───── Provided data

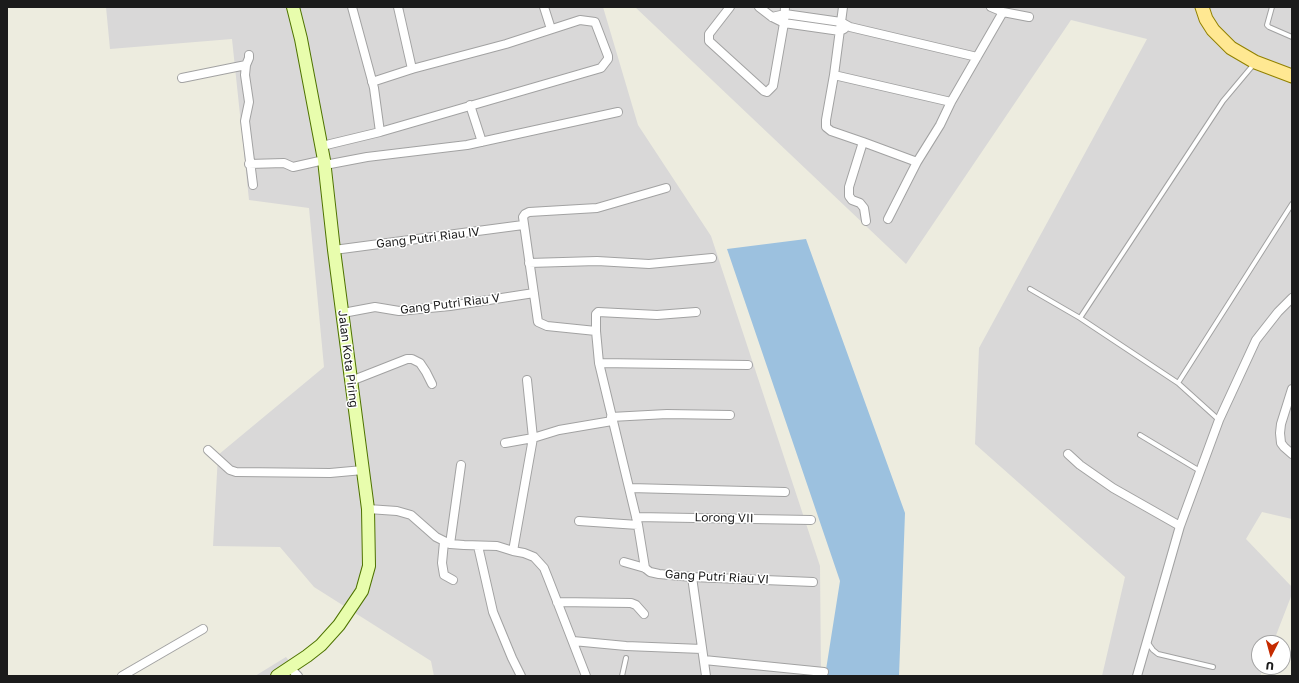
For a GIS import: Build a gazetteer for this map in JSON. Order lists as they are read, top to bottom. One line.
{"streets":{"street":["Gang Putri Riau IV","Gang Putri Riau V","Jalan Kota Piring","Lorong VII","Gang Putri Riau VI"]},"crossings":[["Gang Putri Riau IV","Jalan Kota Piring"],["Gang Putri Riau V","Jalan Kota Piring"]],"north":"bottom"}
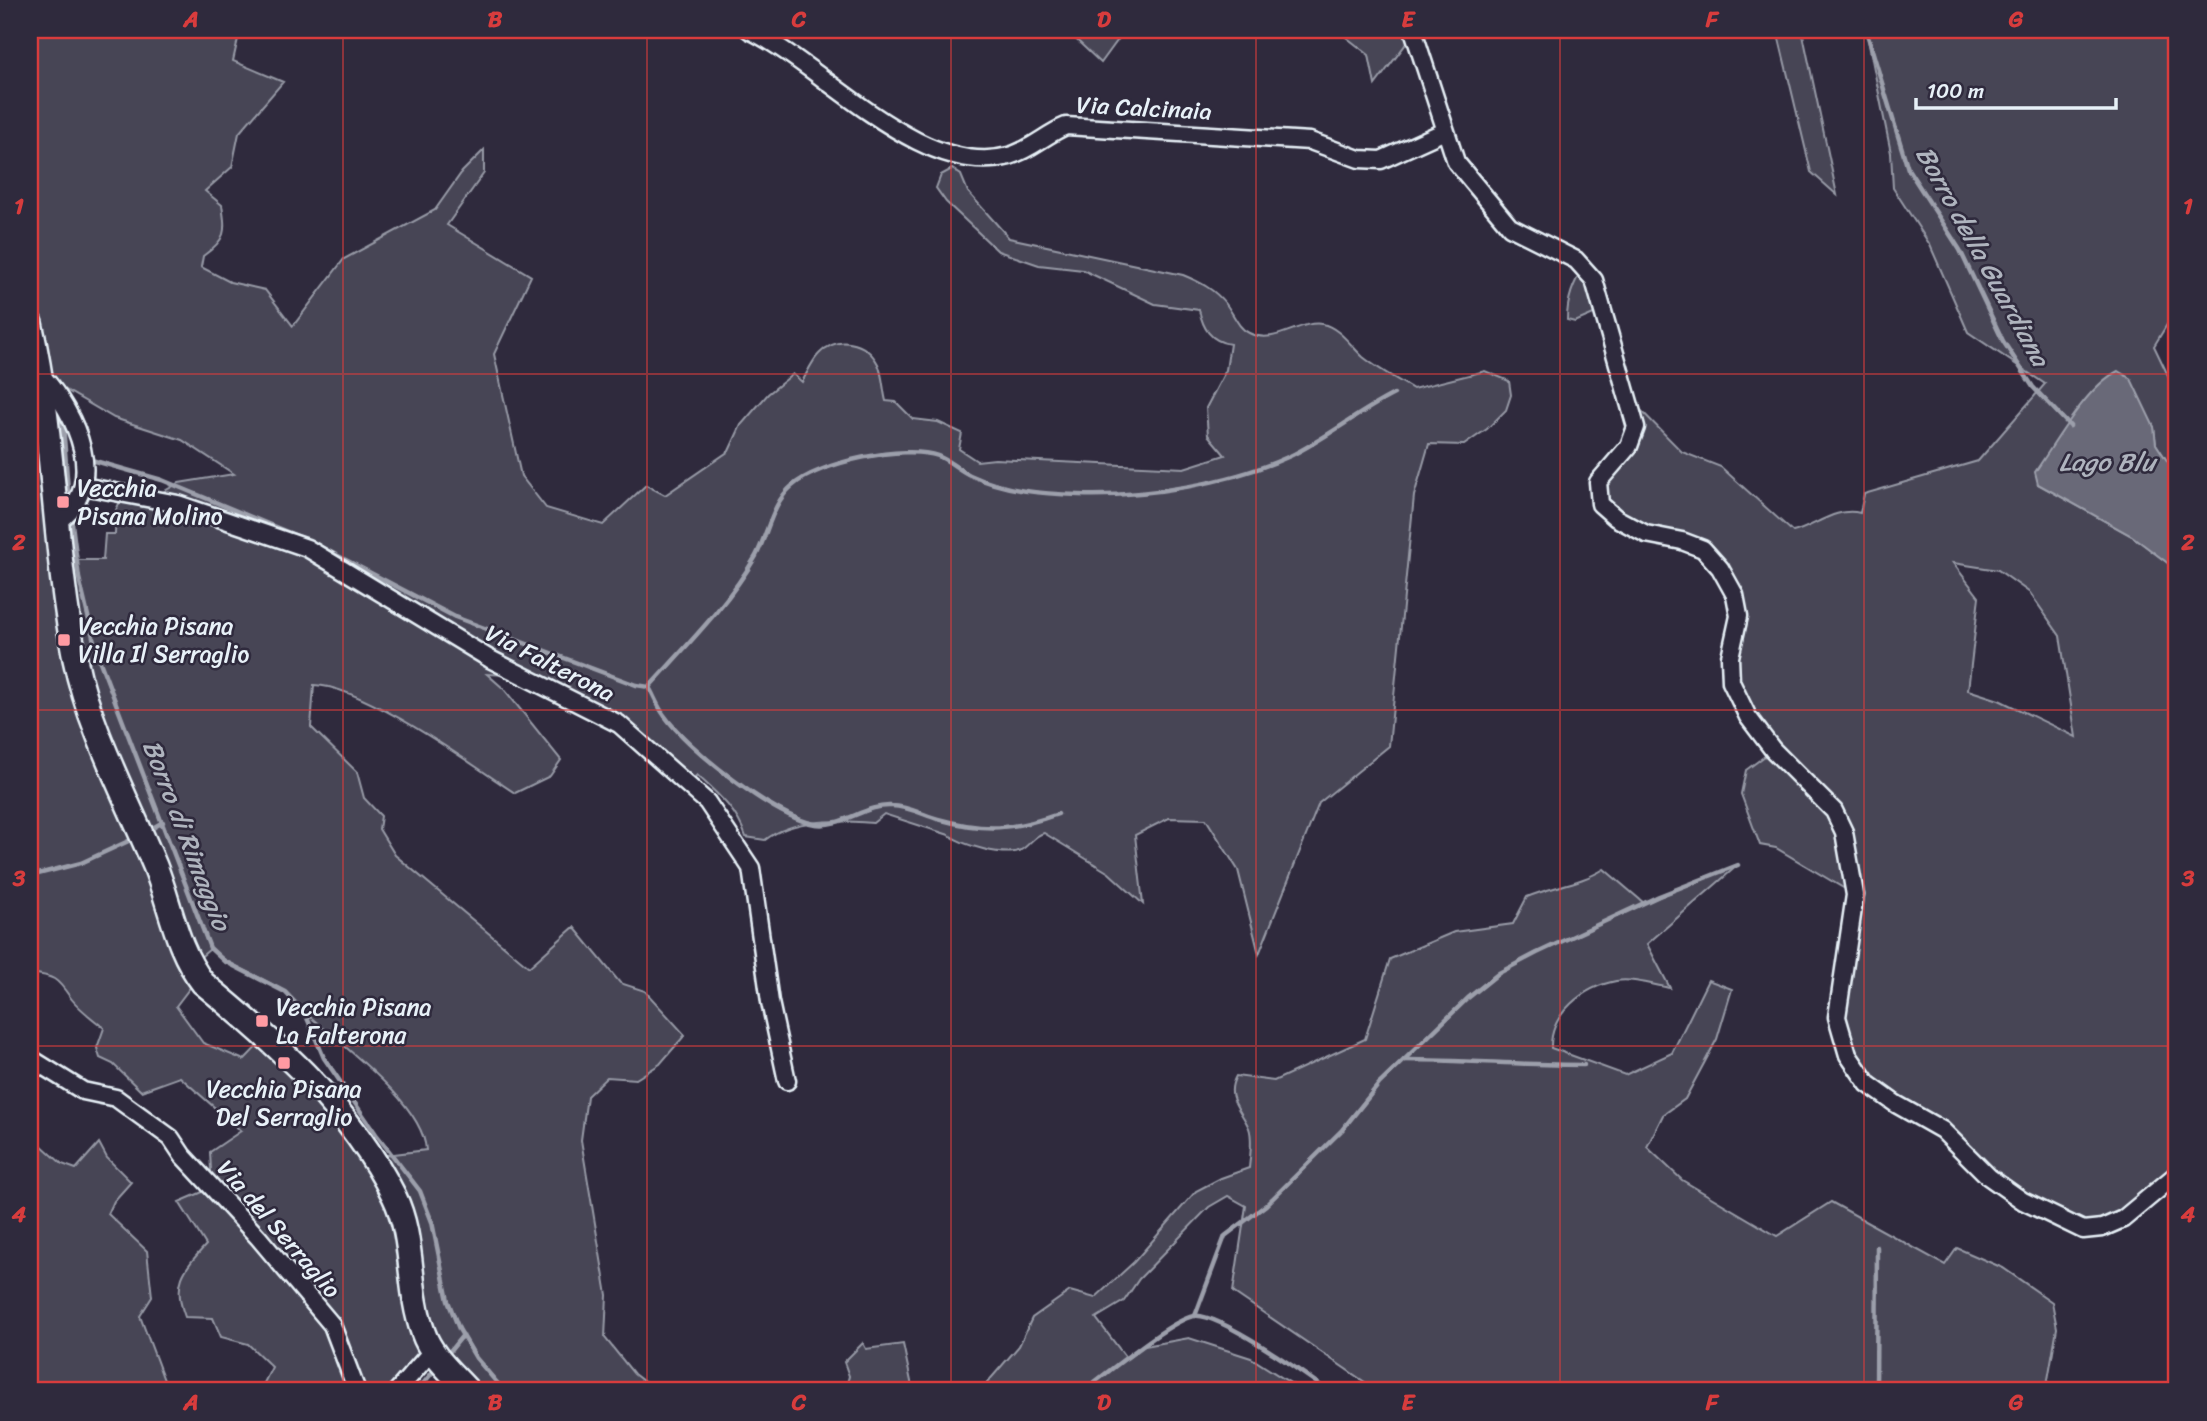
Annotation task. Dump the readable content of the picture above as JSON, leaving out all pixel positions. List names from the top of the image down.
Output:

──────────

▸ Exercise description:
In the answer, include exactly the lines from the line containing "Annotation task. Dump" through the end of the data, and nothing else.

▸ Response box:
Annotation task. Dump the readable content of the picture above as JSON, leaving out all pixel positions. List names from the top of the image down.
Output:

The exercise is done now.